Sorensen adds that it’s better to think wholistically when eating healthy. “Consider food rather than individual nutrients so look at the total food you’re choosing. For example, asparagus cooked in coconut oil is better than processed food cooked in hydrogenated fats. That’s a good way to look at it,” she says.
About the Author
health enews staff is a group of experienced writers from our Advocate Health Care and Aurora Health Care sites, which also includes freelance or intern writers.
thanks for this great info and comparison!
Glad you found it helpful, Sarah!
I’m very surprised that doctors are still recommending highly processed and refined oils like peanut, soy and corn.

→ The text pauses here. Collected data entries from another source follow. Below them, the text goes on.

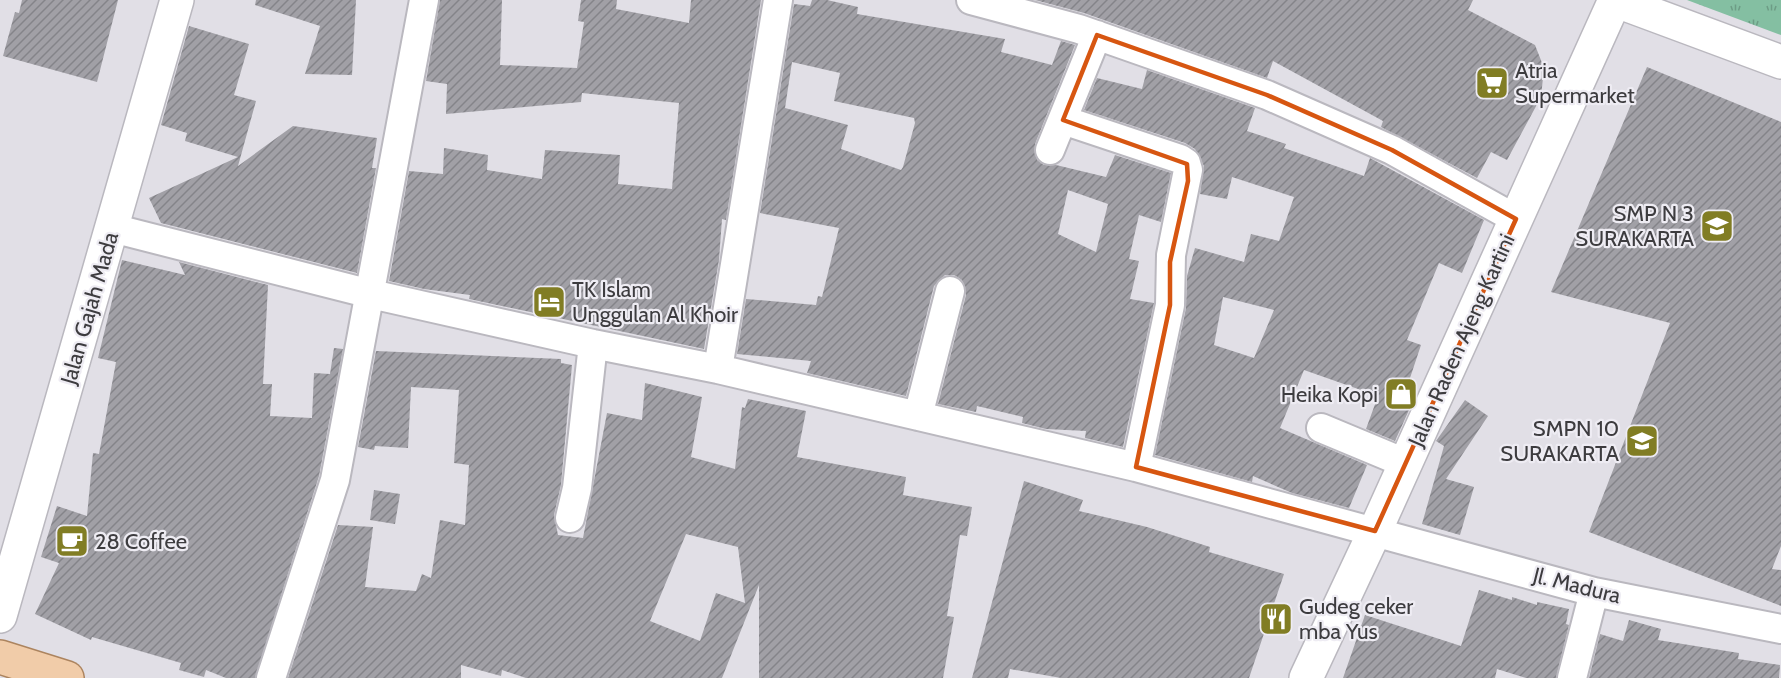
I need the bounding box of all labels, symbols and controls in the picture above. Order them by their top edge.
place label: Atria Supermarket [1515,57,1635,109]
supermarket icon: Atria Supermarket [1474,65,1510,101]
place label: SMP N 3 SURAKARTA [1575,200,1694,252]
school or university icon: SMP N 3 SURAKARTA [1699,208,1735,244]
street label: Jalan Gajah Mada [55,228,124,388]
street label: Jalan Raden Ajeng Kartini [1402,230,1521,452]
place label: TK Islam Unggulan Al Khoir [572,276,738,328]
hotel icon: TK Islam Unggulan Al Khoir [531,284,567,320]
shop icon: Heika Kopi [1383,376,1419,412]
place label: Heika Kopi [1281,381,1378,408]
place label: SMPN 10 SURAKARTA [1500,415,1619,467]
school or university icon: SMPN 10 SURAKARTA [1624,423,1660,459]
cafe icon: 28 Coffee [54,523,90,559]
place label: 28 Coffee [95,528,187,555]
street label: Jl. Madura [1529,561,1624,610]
place label: Gudeg ceker mba Yus [1299,593,1413,645]
restaurant icon: Gudeg ceker mba Yus [1258,601,1294,637]

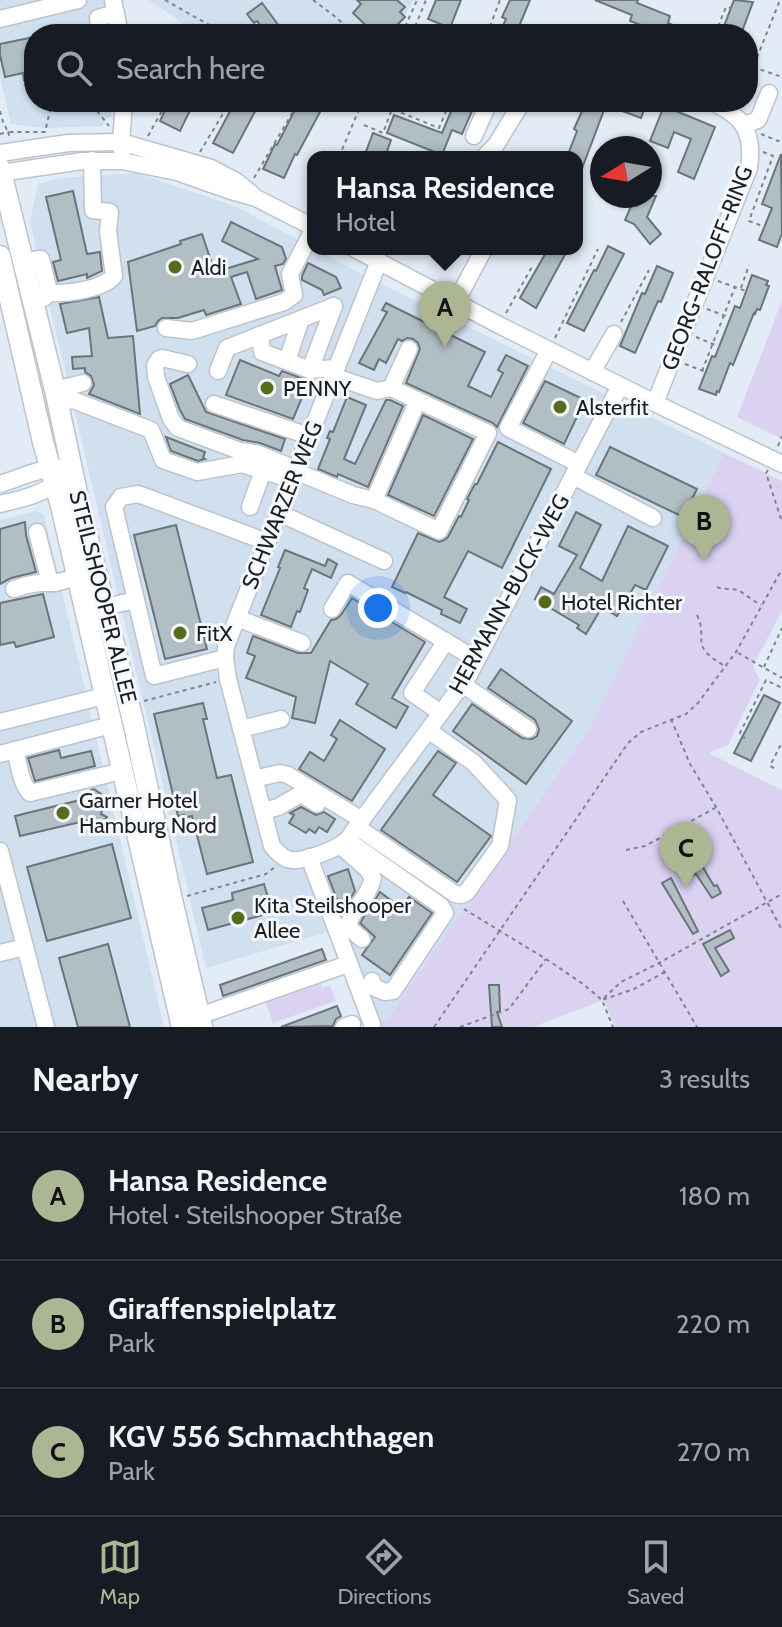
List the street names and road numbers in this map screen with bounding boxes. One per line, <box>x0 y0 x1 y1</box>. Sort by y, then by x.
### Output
street label: GEORG-RALOFF-RING <box>656 162 758 374</box>
street label: SCHWARZER WEG <box>236 417 328 593</box>
street label: STEILSHOOPER ALLEE <box>63 488 143 706</box>
street label: HERMANN-BUCK-WEG <box>443 489 575 699</box>

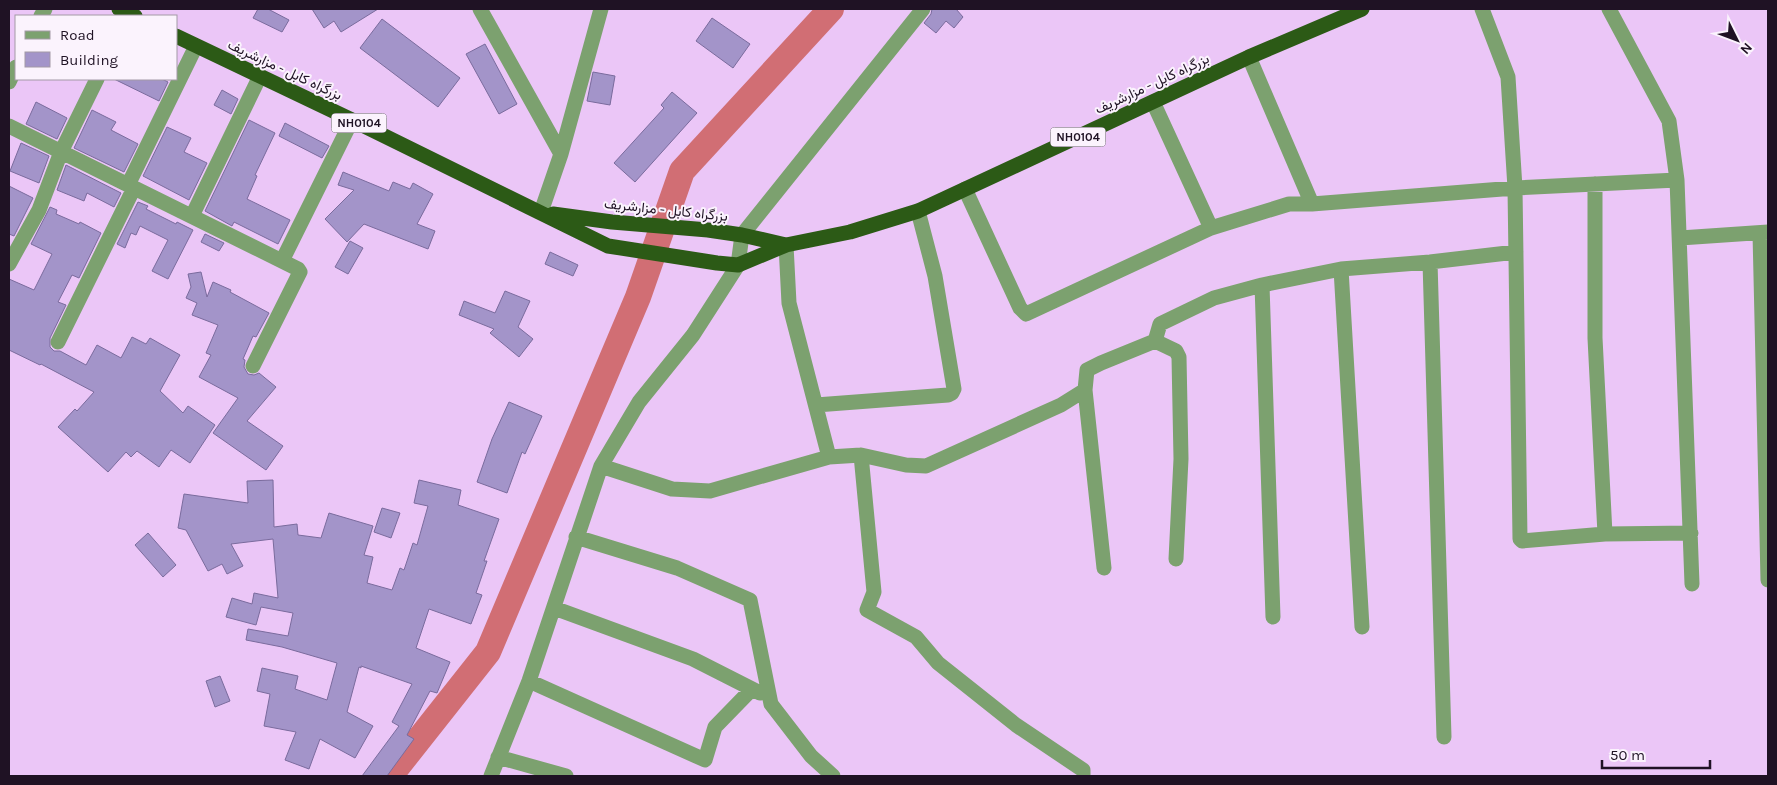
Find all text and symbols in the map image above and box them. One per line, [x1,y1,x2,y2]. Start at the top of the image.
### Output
legend [15,15,178,80]
north arrow [1712,15,1762,65]
text: Road [60,26,95,44]
street label: بزرگراه کابل - مزارشریف [225,36,345,104]
text: N [1737,39,1756,58]
street label: بزرگراه کابل - مزارشریف [1092,50,1212,118]
text: Building [60,51,118,69]
road number: NH0104 [332,114,386,132]
road number: NH0104 [1050,128,1106,146]
street label: بزرگراه کابل - مزارشریف [603,195,729,225]
scale bar [1602,738,1710,770]
text: 50 m [1610,746,1645,764]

I am particularly concerned about the recommendation of oils made of corn (which is highly genetically modified as we are yet to understand long term effects of GMOs) and soy without differentiating between fermented and unfermented soy condidering the studies linking unfermented soy to issues of infertility in men, breast cancer in women and hormonal balance in both sexes). I am also surprised by the medical community’s lack of understanding fats anymore than a saturated vs. unsaturated. It goes much deeper than this. Is this 1990? The “war on fat” (as a blanket statement) is the wrong path to improving heart health and will prove, in due time, detrimental in progress from a well-meaning medical community.
Could you also compare canola? I’ve read it has 1/2 the sat fat of olive and coconut – but I’ve also read that canola is not healthy because it is made from rapeseed??? Its all very confusing to try to eat healthy!!! I really like olive oil and have been using it for sometime now so I was glad to read this comparison.

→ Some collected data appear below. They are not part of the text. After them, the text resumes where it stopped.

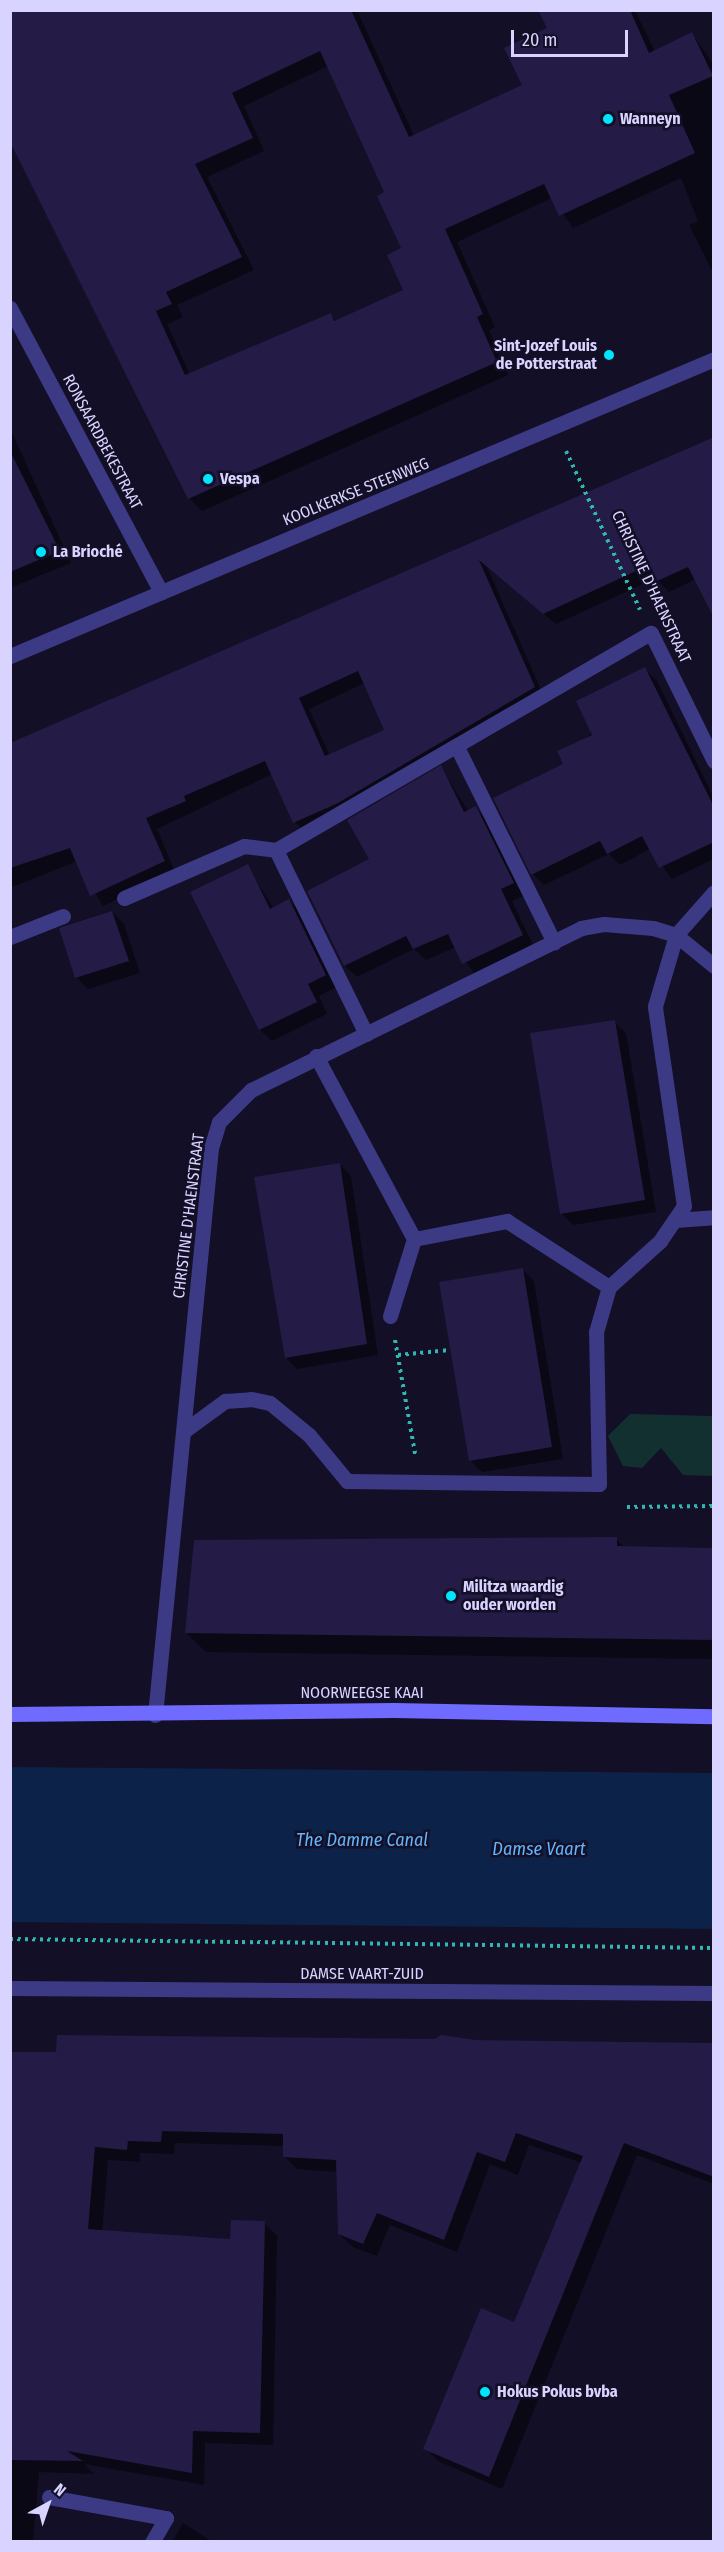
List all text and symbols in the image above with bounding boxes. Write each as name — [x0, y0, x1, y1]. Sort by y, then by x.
scale bar — [514, 18, 631, 56]
text: 20 m — [522, 29, 557, 51]
place label: Wanneyn — [620, 109, 681, 129]
marker: Wanneyn — [601, 112, 615, 126]
place label: Sint-Jozef Louis de Potterstraat — [494, 336, 597, 374]
marker: Sint-Jozef Louis de Potterstraat — [602, 348, 616, 362]
street label: RONSAARDBEKESTRAAT — [58, 371, 146, 513]
street label: KOOLKERKSE STEENWEG — [280, 454, 432, 530]
place label: Vespa — [220, 469, 260, 489]
marker: Vespa — [201, 472, 215, 486]
street label: CHRISTINE D'HAENSTRAAT — [607, 508, 695, 666]
place label: La Brioché — [53, 542, 123, 562]
marker: La Brioché — [34, 545, 48, 559]
street label: CHRISTINE D'HAENSTRAAT — [169, 1132, 209, 1300]
place label: Militza waardig ouder worden — [463, 1577, 563, 1615]
marker: Militza waardig ouder worden — [444, 1589, 458, 1603]
street label: NOORWEEGSE KAAI — [300, 1683, 424, 1703]
water label: The Damme Canal — [296, 1829, 428, 1851]
water label: Damse Vaart — [492, 1838, 586, 1860]
street label: DAMSE VAART-ZUID — [300, 1964, 424, 1984]
place label: Hokus Pokus bvba — [497, 2382, 618, 2402]
marker: Hokus Pokus bvba — [478, 2385, 492, 2399]
north arrow — [18, 2474, 78, 2534]
text: N — [50, 2479, 70, 2500]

Were you asking for a comparison between canola and olive oil or canola and coconut oil? Please let me know. I welcome story ideas. Thanks! Glad you enjoyed the article.
Thank you for the article, Nikki, but for the past 2 years I have learned to think outside the box, from great doctors such as Dr. Joel Fuhrman, and Dr. John McDougall, and instead of asking “which oil?” I am asking “why oil at all?” – I have learned how to water-sautee and to cook without any oil at all. That is with Indian food which is so heavily loaded with oil usually, that the avg. per person consumption of cooking oil in India is 15 Kilos / year! Oil is 9 calories per gram, so that for 1 tablespoon you are looking at 100 calories. You take 1 cup of broccoli (34 calories) and sautee it in 1 tablespoon of olive oil, and you have yourself oil with a side of broccoli! Please reconsider the advice to consume any oil and instead get fat from whole foods such as avocado and olives, nuts such as walnuts / almonds or almond butter, seeds such as flax and chia, whole grains (whole wheat actually contains oil that is natural!), and beans which also contain good fats. Please reference this article: https://www.drmcdougall.com/misc/2007nl/aug/oils.htm and this one: http://www.diseaseproof.com/archives/hurtful-food-its-about-time-the-olive-oil-myth-was-laid-to-rest.html and this picture of what is in the whole wheat grain: http://www.grainstorm.com/pages/rant – you will see a picture of all the components that are in a whole wheat kernel including wheat germ oil. Because of the heavy processing of foods, people don’t naturally get these healthy fats, and feel they must get it from oil, but if you actually go back to the basics, you will not only get healthy fat without processed oil, but all the fiber and nutrients that accompany the whole food! Eat olives, not olive oil. Eat flaked/shredded coconut in small quantities, not coconut oil. And eat NUT butter, NOT Butter! Most whole foods, plant based experts will agree 100% on this point.